WHAT NEEDS TO BE DONE: Give back the listing word for word, from top to bottom.

THE RECORDS:

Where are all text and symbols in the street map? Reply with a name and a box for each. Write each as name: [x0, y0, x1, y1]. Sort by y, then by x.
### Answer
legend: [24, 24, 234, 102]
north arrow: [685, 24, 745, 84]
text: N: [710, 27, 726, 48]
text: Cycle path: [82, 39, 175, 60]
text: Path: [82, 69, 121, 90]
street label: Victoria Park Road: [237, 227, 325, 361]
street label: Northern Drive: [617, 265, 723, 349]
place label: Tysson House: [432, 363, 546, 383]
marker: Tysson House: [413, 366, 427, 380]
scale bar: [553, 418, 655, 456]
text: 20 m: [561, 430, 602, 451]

YOUR SOLUTION:
Where are all text and symbols in the street map? Reply with a name and a box for each. Write each as name: [x0, y0, x1, y1]. Sort by y, then by x.
### Answer
legend: [24, 24, 234, 102]
north arrow: [685, 24, 745, 84]
text: N: [710, 27, 726, 48]
text: Cycle path: [82, 39, 175, 60]
text: Path: [82, 69, 121, 90]
street label: Victoria Park Road: [237, 227, 325, 361]
street label: Northern Drive: [617, 265, 723, 349]
place label: Tysson House: [432, 363, 546, 383]
marker: Tysson House: [413, 366, 427, 380]
scale bar: [553, 418, 655, 456]
text: 20 m: [561, 430, 602, 451]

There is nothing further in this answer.